Step 230 of method 200 includes determining a normality state of the computing device 100 based at least in part on the audio data and the fan speed data. The normality state of the computing device 100 will generally indicate the presence or absence of a variety of different abnormal conditions that affect the sound made by the computing device 100 during operation, based on a comparison between the sound currently being made by the computing device with the specific fan speed data, and the sound that is expected to be made by the computing device with that same fan speed data.

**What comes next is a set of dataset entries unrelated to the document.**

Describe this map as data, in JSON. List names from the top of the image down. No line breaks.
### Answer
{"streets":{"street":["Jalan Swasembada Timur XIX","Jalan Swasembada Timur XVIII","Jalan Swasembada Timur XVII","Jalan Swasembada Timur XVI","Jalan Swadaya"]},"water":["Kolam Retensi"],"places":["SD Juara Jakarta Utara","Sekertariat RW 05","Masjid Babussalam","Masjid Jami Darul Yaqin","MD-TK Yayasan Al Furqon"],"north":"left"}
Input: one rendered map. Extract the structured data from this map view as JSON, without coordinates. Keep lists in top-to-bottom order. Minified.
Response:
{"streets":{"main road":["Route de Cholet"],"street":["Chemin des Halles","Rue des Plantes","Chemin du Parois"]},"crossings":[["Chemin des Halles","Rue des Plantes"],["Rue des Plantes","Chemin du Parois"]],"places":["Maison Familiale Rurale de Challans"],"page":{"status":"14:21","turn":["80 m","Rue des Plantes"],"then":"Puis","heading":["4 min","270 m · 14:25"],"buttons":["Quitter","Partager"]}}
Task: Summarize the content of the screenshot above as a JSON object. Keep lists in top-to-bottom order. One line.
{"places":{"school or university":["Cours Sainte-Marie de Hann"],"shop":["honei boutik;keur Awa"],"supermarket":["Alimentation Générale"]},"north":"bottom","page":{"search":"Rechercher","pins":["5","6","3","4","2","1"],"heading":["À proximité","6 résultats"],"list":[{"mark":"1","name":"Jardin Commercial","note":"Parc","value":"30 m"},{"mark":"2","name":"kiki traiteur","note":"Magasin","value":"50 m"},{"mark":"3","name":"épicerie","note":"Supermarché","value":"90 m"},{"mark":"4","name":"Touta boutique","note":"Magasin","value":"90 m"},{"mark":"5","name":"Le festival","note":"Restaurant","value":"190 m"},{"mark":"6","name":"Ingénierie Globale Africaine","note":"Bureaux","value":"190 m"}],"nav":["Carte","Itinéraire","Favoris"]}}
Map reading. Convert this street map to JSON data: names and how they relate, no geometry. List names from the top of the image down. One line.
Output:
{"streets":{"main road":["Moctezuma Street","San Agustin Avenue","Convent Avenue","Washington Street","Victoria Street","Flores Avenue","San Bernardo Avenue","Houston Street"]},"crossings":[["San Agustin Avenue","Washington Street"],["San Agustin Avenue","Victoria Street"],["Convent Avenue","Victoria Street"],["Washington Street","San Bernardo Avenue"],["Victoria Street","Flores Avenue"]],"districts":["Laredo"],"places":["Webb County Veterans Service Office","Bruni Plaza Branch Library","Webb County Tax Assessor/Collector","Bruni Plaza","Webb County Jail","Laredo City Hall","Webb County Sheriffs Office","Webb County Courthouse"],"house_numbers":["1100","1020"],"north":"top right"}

The abnormal conditions may include any of those discussed herein, including a partial or full blockage of the air inlet of the housing 102; a partial or full blockage of the air outlet of the housing 102; a loosening of the coupling between a mechanical component (e.g., an expansion card) and another device (e.g., a motherboard) to which the mechanical component is coupled; a looseness of one or more fasteners of the computing device 100 (e.g., screws attaching the motherboard to the housing 102); other abnormal conditions that may affect the sound made by the computing device 100 during operation; or any combination thereof.
In some implementations, the normality state of the computing device 100 may be indicated by the value of a plurality of variables, where each variable is associated with a different abnormal condition. In some implementations the variables are binary with only two possible values, one of the values (e.g., 0) indicating that the corresponding abnormal condition is not present, and the other value (e.g., 1) indicating that the corresponding abnormal condition is present. Thus, a value of 0 (for example) for a variable associated with air inlet blockage indicates that the air inlet is not blocked, while a value of 1 (for example) for a variable associated with air outlet blockage indicates that the air outlet is blocked. In some of these implementations, the binary values could also be assigned to different degrees of the abnormal conditions. For example, the value associated with air inlet blockage could have a value of 0 if the amount of blockage is between 0% and 50%, and a value of 1 if the amount of blockage is between 50% and 100%.
In other implementations, the variables can have three or more different values so as to be able to indicate a degree of the abnormal condition. For example, the variable associated with air inlet blockage could have a value between 0 and 4. A value of 0 indicates no blockage, a value of 1 indicates 25% blockage, a value of 2 indicates 50% blockage, a value of 3 indicates 75% blockage, and a value of 4 indicates 100% blockage. Thus, the values of the variables can be used to indicate how blocked the air inlet and air outlet are, how loose various fasteners might be, how loose the connection of various mechanical components might be, etc. In generally, references herein to the degree of an abnormal condition include the absence of the abnormal condition (e.g., a degree of 0).
In some implementations, the determination of the normality state is done by a machine learning model. In these implementations, the determination of the normality state at step 230 will include inputting the audio data and the fan speed data into the machine learning model, and receiving from the machine learning model an indication of the normality state. The machine learning model could be implemented on the computing device 100 itself (for example by the BMC 114), or on an external computing device. If implemented internally, the audio data and the fan speed data can be stored and kept locally on the computing device 100 (such as in a dedicated memory device of the BMC 114). If implemented externally, the audio data and the fan speed data will be transmitted to the external computing device (for example via the connection to the external network 120).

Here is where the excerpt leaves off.